Designing a Quantum Transducer With Genetic Algorithms and Electron Transport Calculations

          @misc{ pirsa_PIRSA:19070021,
            doi = {10.48660/19070021},
            url = {https://pirsa.org/19070021},
            author = {Ryczko, Kevin},
            keywords = {Condensed Matter},
            language = {en},
            title = {Designing a Quantum Transducer With Genetic Algorithms and Electron Transport Calculations},
            publisher = {Perimeter Institute},
            year = {2019},
            month = {jul},
            note = {PIRSA:19070021 see, \url{https://pirsa.org}}
          }
          

Abstract

The fields of quantum information and quantum computation are reliant on creating and maintaining low-dimensional quantum states. In two-dimensional hexagonal materials, one can describe a two-dimensional quantum state with electron quasi-momentum. This description, often referred to as valleytronics allows one to define a two-state vector labelled by k and k', which correspond to symmetric valleys in the conduction band. In this work, we present an algorithm that allows one to construct a nanoscale device that topologically separates k and k' current. Our algorithm incorporates electron transport calculations, artificial neural networks, and genetic algorithms to find structures that optimize a custom objective function.
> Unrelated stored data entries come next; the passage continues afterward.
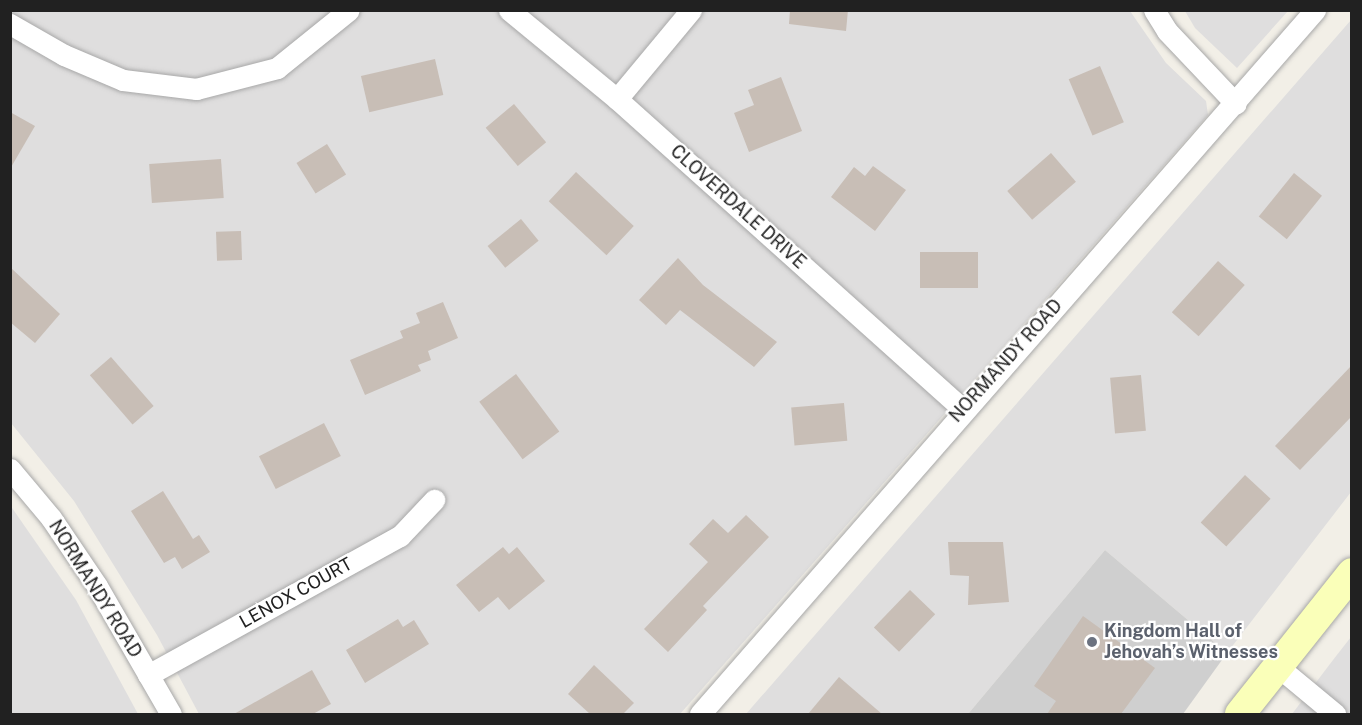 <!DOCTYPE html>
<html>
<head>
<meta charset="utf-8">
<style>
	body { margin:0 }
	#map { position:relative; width:1362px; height:725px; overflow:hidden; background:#f2efe7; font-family:"Public Sans",sans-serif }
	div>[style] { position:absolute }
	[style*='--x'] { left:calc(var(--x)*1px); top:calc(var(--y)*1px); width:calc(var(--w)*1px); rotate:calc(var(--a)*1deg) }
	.residential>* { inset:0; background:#dfdede }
	.religious>* { inset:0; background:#cfcfcf }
	.building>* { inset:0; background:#c8beb6; transform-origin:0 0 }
	.roads { filter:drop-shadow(0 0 2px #a8a8a8) drop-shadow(0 0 2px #a8a8a8) }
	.minor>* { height:21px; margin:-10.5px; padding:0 10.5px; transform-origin:10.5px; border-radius:10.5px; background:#fff }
	.secondary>* { height:30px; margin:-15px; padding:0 15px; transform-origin:15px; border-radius:15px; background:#faffb9 }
	.dots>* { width:16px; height:16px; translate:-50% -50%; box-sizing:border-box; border:3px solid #fff; border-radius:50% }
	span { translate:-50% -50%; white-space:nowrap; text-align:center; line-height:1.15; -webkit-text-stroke:4.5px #fff; paint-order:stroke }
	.street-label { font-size:18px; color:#212121 }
	.worship-label { font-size:18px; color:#5b616d; font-weight:700 }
	.left { translate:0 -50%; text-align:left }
	.frame { position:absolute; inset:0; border:12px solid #212121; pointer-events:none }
</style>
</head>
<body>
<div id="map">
	<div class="residential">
		<div style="clip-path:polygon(10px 11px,1130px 11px,1166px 63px,1206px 101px,1208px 115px,680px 714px,199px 714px,157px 635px,74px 501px,11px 423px)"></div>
		<div style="clip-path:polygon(1185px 11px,1288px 11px,1237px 68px,1195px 28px)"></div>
		<div style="clip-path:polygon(1351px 20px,1351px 492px,1227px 653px,1105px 550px,968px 714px,746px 714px)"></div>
		<div style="clip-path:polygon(10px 505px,76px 600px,138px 714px,11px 714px)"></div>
		<div style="clip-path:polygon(1351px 637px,1351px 714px,1292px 714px,1333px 660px)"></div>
	</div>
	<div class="religious">
		<div style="clip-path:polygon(1105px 550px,1227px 653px,1183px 714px,968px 714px)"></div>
	</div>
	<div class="building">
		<div style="clip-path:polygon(790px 10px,848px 10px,846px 31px,789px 24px)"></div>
		<div style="left:435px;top:59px;width:37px;height:76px;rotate:77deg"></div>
		<div style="left:1100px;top:66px;width:61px;height:34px;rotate:67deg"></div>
		<div style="clip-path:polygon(781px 77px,802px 131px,749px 152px,734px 113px,754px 105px,748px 90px)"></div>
		<div style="left:514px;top:104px;width:50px;height:37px;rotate:50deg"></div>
		<div style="clip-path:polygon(10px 112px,35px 126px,10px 169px)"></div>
		<div style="left:327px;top:144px;width:36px;height:36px;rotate:58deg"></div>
		<div style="left:1051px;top:153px;width:38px;height:58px;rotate:49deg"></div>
		<div style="left:221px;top:159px;width:39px;height:72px;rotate:86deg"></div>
		<div style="clip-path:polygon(873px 166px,906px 190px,875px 231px,831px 197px,854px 167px,865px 176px)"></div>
		<div style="left:576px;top:172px;width:79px;height:40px;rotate:43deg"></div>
		<div style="left:1294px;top:173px;width:36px;height:56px;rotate:39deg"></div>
		<div style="left:521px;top:219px;width:28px;height:43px;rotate:51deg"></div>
		<div style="left:241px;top:231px;width:29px;height:25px;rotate:88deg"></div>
		<div style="left:978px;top:252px;width:36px;height:58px;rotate:90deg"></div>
		<div style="clip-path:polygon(678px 258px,703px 285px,777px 342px,754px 367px,680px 310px,666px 325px,639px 300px)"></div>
		<div style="left:1218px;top:261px;width:36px;height:69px;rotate:42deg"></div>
		<div style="clip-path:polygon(10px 267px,60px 314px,35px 343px,10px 322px)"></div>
		<div style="clip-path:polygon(443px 302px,458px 338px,428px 351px,431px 360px,418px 365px,421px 371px,365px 395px,350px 360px,403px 338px,400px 331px,420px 323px,416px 313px)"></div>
		<div style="left:111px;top:357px;width:65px;height:28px;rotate:49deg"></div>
		<div style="clip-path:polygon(1352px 365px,1352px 416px,1300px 470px,1275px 446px)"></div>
		<div style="left:516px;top:374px;width:72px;height:46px;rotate:53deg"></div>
		<div style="left:1141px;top:375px;width:56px;height:31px;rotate:85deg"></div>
		<div style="left:844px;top:403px;width:38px;height:53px;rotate:85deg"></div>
		<div style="left:324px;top:423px;width:37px;height:73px;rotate:63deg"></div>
		<div style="left:1245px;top:475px;width:35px;height:65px;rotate:43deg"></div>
		<div style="clip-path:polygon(163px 491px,193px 539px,199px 535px,210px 552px,182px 569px,175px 557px,164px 563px,131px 511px)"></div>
		<div style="clip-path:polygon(746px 515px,769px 537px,703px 606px,707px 610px,668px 652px,644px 629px,708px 562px,689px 544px,713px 519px,728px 533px)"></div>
		<div style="clip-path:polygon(948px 542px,1003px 542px,1009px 602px,968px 605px,969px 576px,950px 575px)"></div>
		<div style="clip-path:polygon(503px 547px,509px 554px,517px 547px,545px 581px,509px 610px,498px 597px,479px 612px,456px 585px)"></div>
		<div style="left:910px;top:590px;width:35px;height:52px;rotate:44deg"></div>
		<div style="clip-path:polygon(1083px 616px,1155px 668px,1121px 714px,1047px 714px,1056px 701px,1034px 686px)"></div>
		<div style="clip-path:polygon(398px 619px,403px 627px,414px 620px,429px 644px,365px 683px,346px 650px)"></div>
		<div style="clip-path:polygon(594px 665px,634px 703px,623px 714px,590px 714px,568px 694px)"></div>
		<div style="clip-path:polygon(312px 670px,331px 704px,313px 714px,234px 714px)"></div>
		<div style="clip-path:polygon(839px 677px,882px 714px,808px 714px)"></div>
	</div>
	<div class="roads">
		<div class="minor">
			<div style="--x:509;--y:10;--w:140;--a:39.5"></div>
			<div style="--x:617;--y:99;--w:465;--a:41.9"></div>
			<div style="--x:1154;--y:10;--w:25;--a:58"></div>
			<div style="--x:1167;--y:31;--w:100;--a:46.6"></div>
			<div style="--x:10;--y:24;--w:62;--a:29.9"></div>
			<div style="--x:64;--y:55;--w:64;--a:23"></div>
			<div style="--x:123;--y:80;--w:74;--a:7"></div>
			<div style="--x:196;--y:89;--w:84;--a:-14.5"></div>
			<div style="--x:277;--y:68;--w:92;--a:-38.9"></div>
			<div style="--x:617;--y:99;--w:116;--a:-50.3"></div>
			<div style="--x:10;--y:469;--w:64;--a:50.1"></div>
			<div style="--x:51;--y:518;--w:82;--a:55.9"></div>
			<div style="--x:97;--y:586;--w:148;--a:60"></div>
			<div style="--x:1276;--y:665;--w:77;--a:39.7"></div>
			<div style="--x:148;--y:675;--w:288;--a:-28.9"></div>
			<div style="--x:400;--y:536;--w:50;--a:-46.6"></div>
			<div style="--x:700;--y:714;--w:935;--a:-48.86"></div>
		</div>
		<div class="secondary">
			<div style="--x:1240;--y:714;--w:180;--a:-51.5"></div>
		</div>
	</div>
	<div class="dots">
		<div style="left:1092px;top:642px;background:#6b7280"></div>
	</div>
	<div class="street-label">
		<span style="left:738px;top:207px;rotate:42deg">CLOVERDALE DRIVE</span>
		<span style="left:1006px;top:361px;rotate:-48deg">NORMANDY ROAD</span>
		<span style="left:95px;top:589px;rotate:58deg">NORMANDY ROAD</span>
		<span style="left:296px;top:593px;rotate:-29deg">LENOX COURT</span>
	</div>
	<div class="worship-label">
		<span class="left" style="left:1104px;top:642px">Kingdom Hall of<br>Jehovah’s Witnesses</span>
	</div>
	<div class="frame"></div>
</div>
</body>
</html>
Our first result is that when modifying the on-site energies via doping with simple shapes the genetic algorithm is able to find structures that are able to topologically separate the valley currents with approximately 90% purity. We then introduce an arbitrary shape generator via a policy defined by an artificial neural network to modify the on-site energies of the nanoribbons. We study the dynamics of the genetic algorithms for both cases. Lastly, we then attempt to physically motivate the solutions by mapping the high dimensional search space to a lower dimensional one that can be better understood.